No Senado, houve uma alteração importante: foi retirada a possibilidade de que, ao pagar a dívida, o contribuinte escapasse de punições criminais. Agora, mesmo que a situação fiscal seja regularizada, o contribuinte ainda poderá responder por apropriação indébita tributária, o que significa que ele poderá enfrentar consequências legais.
Outro ponto relevante da proposta é que a Agência Nacional do Petróleo (ANP) poderá exigir um capital mínimo de empresas que queiram operar no setor. A ANP também deverá verificar a origem lícita dos recursos e identificar quem controla as empresas interessadas. Essa mudança foi motivada após fraudes descobertas pela Polícia Federal na operação chamada Carbono Oculto.

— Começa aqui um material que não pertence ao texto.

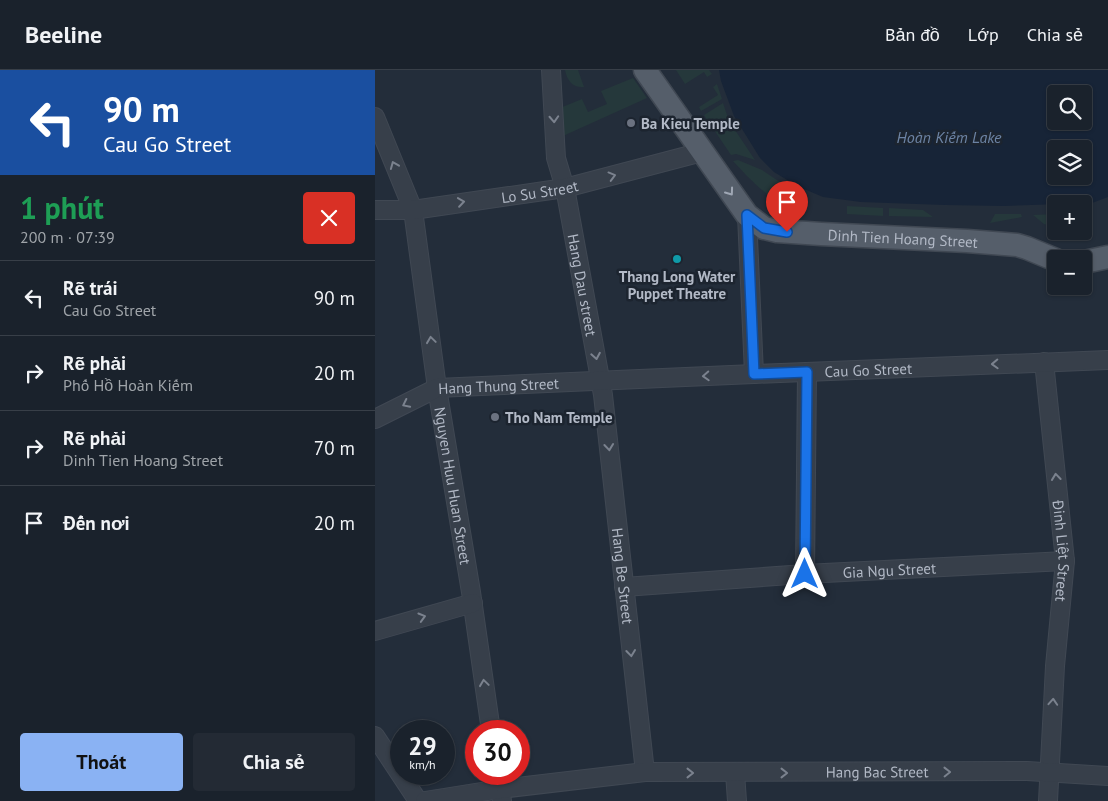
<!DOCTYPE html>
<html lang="vi">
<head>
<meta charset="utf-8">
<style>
	:root { --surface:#1a222c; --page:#232a34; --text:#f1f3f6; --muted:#9fa4a9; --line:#383f48; --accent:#8ab2f3 }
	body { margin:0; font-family:"PT Sans",sans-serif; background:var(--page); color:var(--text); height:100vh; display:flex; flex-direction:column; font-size:19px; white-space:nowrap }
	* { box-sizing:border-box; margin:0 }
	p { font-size:16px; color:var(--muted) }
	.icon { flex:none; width:28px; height:28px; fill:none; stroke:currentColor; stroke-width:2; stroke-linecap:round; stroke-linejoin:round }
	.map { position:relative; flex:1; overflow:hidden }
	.details { display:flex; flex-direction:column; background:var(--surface); width:375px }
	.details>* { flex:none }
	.banner { background:#1a4fa0; color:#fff; overflow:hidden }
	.controls { position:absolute; left:672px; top:15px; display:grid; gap:10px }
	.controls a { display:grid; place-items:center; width:45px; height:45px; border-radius:5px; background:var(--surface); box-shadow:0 1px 4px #0004,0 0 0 1px var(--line); font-size:25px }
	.speed { position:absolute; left:15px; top:650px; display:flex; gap:10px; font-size:25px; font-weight:700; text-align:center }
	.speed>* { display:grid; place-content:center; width:65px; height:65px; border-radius:50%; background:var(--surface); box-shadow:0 1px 4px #0004,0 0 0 1px var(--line); line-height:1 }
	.speed small { font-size:12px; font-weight:400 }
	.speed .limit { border:8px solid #d22; background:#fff; color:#111 }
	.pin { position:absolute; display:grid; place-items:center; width:42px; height:42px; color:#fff; margin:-51px -21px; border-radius:50% 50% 50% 0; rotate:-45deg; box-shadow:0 0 5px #0007 }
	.pin .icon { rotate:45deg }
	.me { position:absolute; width:55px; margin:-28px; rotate:0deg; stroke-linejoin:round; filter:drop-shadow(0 0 4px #0008) }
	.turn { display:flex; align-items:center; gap:18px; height:105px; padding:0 20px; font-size:22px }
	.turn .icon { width:65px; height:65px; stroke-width:2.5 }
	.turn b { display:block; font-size:35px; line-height:42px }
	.round { display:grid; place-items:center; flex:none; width:52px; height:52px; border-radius:5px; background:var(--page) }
	.head { display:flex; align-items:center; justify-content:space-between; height:85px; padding:0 20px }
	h1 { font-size:30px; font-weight:700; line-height:38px; color:#1e9e55 }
	.button { display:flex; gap:10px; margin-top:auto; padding:10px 20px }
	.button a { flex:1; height:58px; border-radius:5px; background:var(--accent); color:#111; font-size:20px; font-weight:700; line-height:58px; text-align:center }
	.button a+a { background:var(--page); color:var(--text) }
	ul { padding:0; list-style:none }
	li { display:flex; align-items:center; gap:15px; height:75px; padding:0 20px; border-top:1px solid var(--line) }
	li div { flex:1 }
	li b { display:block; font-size:19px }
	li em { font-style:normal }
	header { display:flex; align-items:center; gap:30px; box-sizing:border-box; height:70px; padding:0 25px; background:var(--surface); border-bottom:1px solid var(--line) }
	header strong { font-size:24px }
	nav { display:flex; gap:28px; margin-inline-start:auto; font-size:18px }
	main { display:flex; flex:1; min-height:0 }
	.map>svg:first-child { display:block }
</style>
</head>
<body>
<header>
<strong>Beeline</strong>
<nav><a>Bản đồ</a><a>Lớp</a><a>Chia sẻ</a></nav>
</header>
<main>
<section class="details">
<div class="banner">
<div class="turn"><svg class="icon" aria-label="left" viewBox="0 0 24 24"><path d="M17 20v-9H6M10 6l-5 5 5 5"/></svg><div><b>90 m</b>Cau Go Street</div></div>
</div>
<div class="head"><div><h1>1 phút</h1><p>200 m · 07:39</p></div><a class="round" style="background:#d93025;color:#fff"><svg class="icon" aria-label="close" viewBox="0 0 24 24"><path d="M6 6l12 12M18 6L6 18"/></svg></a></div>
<ul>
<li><svg class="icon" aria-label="left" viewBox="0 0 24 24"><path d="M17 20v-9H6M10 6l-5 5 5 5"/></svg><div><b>Rẽ trái</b><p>Cau Go Street</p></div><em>90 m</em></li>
<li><svg class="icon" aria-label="right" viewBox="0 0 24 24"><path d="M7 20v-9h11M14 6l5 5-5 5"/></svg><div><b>Rẽ phải</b><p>Phố Hồ Hoàn Kiếm</p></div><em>20 m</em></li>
<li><svg class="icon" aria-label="right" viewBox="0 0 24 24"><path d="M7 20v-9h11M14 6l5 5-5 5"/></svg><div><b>Rẽ phải</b><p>Dinh Tien Hoang Street</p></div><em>70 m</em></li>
<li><svg class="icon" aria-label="arrive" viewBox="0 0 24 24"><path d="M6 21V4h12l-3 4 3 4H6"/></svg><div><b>Đến nơi</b></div><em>20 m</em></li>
</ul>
<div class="button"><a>Thoát</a><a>Chia sẻ</a></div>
</section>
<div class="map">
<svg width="733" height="731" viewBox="0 0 733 731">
	<rect width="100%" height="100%" fill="#232d3a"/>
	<!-- green -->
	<path fill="#25383b" d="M 190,0 L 203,0 L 209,17 C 197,18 192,10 190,0 Z
		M 301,0 L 334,0 L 337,4 L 332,7 L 329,2 L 310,14 Z
		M 258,8 L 272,28 L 188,66 L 185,38 L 207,29 L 213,42 L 232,34 L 226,21 Z
		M 342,14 L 347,29 L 326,41 L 324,37 L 343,25 L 338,17 Z
		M 348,33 L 354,51 L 380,90 L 361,84 L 356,85 L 329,45 Z
		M 363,90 L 387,100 L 420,122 L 421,127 L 419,135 C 400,138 370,104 358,91 Z
		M 472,136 L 508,138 L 508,146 L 472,144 Z
		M 514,138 L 548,140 L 558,147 L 514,146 Z
		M 620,144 L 646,144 L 647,147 L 615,153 Z
		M 681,144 L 681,157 L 669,154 L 658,145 Z"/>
	<!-- water -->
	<path fill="#172437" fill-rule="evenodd" d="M 344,0 L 733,0 L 733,127 L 717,133 L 629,136 L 570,135 L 486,132 L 448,127 L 422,116 L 399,102 L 385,88 L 359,46 L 346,11 ZM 681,24 L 709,24 L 709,51 L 681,51 ZM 681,79 L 709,79 L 709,106 L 681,106 Z"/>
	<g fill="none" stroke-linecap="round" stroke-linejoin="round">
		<defs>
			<g id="minor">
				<path id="s1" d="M 176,0 L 181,88 L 190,118 L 228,325 L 270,702"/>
				<path id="s2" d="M 0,47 L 38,140 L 62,318 L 96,522 L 116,661"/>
				<path id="s3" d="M 0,140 L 38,140 L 190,118 L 327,82"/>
				<path d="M 372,145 L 379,304"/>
				<path id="s4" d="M 669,292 L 690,491 L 680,596 L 673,731"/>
				<path id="s5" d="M 0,349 L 62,318 L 379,304 L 733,290"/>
				<path d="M 430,504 L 432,302"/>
				<path id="s6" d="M 249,517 L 430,504 L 690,491"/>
				<path d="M 0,561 L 98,533"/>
				<path d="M 0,666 L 43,731"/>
				<path d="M 360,703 L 362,731"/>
				<path d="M 123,704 L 127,731"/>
				<path id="s7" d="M 50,731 L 125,719 L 270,702 L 652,701 L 733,706"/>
			</g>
			<g id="major">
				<path id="s8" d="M 270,0 L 372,145 L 389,158 L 402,161 L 446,164 L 592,171 L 642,175 L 652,178 L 681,190"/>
				<path d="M 709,192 L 733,187"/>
			</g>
		</defs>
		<!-- minor casing -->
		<use href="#minor" stroke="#404853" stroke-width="20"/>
		<!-- major casing -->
		<use href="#major" stroke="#404853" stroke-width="25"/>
		<!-- minor -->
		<use href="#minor" stroke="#373f4a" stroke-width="18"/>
		<!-- major -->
		<use href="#major" stroke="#555e6a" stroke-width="22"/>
	</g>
	<!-- one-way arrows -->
	<defs><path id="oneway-chevron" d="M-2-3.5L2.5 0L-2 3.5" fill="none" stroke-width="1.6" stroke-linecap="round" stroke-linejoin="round" transform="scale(1.25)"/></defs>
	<g stroke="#7b828e">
		<use href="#oneway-chevron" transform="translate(179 49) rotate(87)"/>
		<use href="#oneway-chevron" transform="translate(19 95) rotate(-112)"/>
		<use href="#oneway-chevron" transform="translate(237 106) rotate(-15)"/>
		<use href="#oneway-chevron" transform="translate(86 132) rotate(-8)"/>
		<use href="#oneway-chevron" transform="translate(56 270) rotate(-98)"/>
		<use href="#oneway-chevron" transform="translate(221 286) rotate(80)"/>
		<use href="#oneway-chevron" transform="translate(620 294) rotate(178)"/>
		<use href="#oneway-chevron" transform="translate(331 306) rotate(177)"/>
		<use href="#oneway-chevron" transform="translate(31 334) rotate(154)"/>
		<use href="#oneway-chevron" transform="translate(234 377) rotate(84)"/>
		<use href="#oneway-chevron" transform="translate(681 407) rotate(-96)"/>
		<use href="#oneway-chevron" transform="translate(47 547) rotate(-16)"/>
		<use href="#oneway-chevron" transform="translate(256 583) rotate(83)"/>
		<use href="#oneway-chevron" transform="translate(109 613) rotate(-98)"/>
		<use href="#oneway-chevron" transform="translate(678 632) rotate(-86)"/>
		<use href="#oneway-chevron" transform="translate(572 702) rotate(-1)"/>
		<use href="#oneway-chevron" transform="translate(315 703)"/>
		<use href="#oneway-chevron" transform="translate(409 703)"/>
	</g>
	<use stroke="#9fa7b4" href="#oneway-chevron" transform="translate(355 122) rotate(54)"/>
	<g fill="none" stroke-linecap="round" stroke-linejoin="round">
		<defs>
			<path id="route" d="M 412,162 L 389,158 L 372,145 L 379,304 L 432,302 L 430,504"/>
		</defs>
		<!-- route casing -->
		<use href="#route" stroke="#114b97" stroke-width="12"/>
		<!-- route -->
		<use href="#route" stroke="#1a73e8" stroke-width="9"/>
	</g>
	<!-- markers -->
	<g fill="#6b7280" stroke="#1c242f" stroke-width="2">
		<circle cx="256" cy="53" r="5"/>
		<circle cx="120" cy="347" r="5"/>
	</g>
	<circle fill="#0f9aa8" stroke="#1c242f" stroke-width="2" cx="302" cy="189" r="5"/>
	<g text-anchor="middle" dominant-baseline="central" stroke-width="5" stroke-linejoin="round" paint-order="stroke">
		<!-- poi labels -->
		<g font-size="15" font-weight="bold" fill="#b2b9c6" stroke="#1c242f" text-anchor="start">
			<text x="266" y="53">Ba Kieu Temple</text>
			<text x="302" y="206" text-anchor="middle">Thang Long Water<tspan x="302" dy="17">Puppet Theatre</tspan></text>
			<text x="130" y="347">Tho Nam Temple</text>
		</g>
		<!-- street labels -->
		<g font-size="15" fill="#b2b9c6" stroke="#1c242f">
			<text stroke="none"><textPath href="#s3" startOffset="166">Lo Su Street</textPath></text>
			<text stroke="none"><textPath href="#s8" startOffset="338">Dinh Tien Hoang Street</textPath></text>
			<text stroke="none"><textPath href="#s1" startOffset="218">Hang Dau street</textPath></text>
			<text stroke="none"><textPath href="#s5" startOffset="501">Cau Go Street</textPath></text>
			<text stroke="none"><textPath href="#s5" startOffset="131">Hang Thung Street</textPath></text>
			<text stroke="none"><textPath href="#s2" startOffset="379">Nguyen Huu Huan Street</textPath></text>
			<text stroke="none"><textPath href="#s4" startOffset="190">Đinh Liệt Street</textPath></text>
			<text stroke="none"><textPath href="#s6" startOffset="266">Gia Ngu Street</textPath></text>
			<text stroke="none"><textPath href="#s1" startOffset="512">Hang Be Street</textPath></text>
			<text stroke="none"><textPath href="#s7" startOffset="454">Hang Bac Street</textPath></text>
		</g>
		<!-- water labels -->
		<g font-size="16" font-style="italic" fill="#6c83a4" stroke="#1c242f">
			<text x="574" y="67">Hoàn Kiếm Lake</text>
		</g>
	</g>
</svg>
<div class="controls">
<a><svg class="icon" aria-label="search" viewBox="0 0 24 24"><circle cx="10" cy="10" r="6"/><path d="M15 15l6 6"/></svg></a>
<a><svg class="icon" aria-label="layers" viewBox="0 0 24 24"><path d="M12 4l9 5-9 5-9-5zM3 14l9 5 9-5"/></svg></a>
<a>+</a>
<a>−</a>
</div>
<div class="speed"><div>29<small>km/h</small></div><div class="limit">30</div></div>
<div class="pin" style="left:412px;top:162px;background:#d93025"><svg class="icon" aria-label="arrive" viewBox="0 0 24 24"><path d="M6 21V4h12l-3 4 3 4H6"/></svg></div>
<svg class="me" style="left:430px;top:504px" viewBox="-20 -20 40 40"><path d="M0-17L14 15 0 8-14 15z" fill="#1a73e8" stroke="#fff" stroke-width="4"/></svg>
</div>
</main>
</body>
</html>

Em uma das investigações, foi identificado o envolvimento do crime organizado em São Paulo, especificamente entre donos de postos de combustíveis e no setor de refino. A operação trouxe à tona nomes como o de Ricardo Magro, líder da empresa Fit, que é considerado um dos maiores sonegadores do país, acumulando uma dívida fiscal de quase R$ 30 bilhões.
A proposta também impõe novas obrigações para instituições de pagamento e fintechs. Elas deverão seguir regras que serão definidas pelo Poder Executivo para aumentar o controle sobre as movimentações financeiras e ajudar a evitar a lavagem de dinheiro.
Por fim, o texto da proposta estabelece incentivos para os contribuintes que pagam suas obrigações em dia. Serão oferecidos benefícios como atendimento simplificado, prioridade na análise de processos e flexibilidade nas garantias. Além disso, contribuintes que mantêm suas contas em dia poderão participar de programas que oferecem bônus que podem chegar a R$ 1 milhão por ano.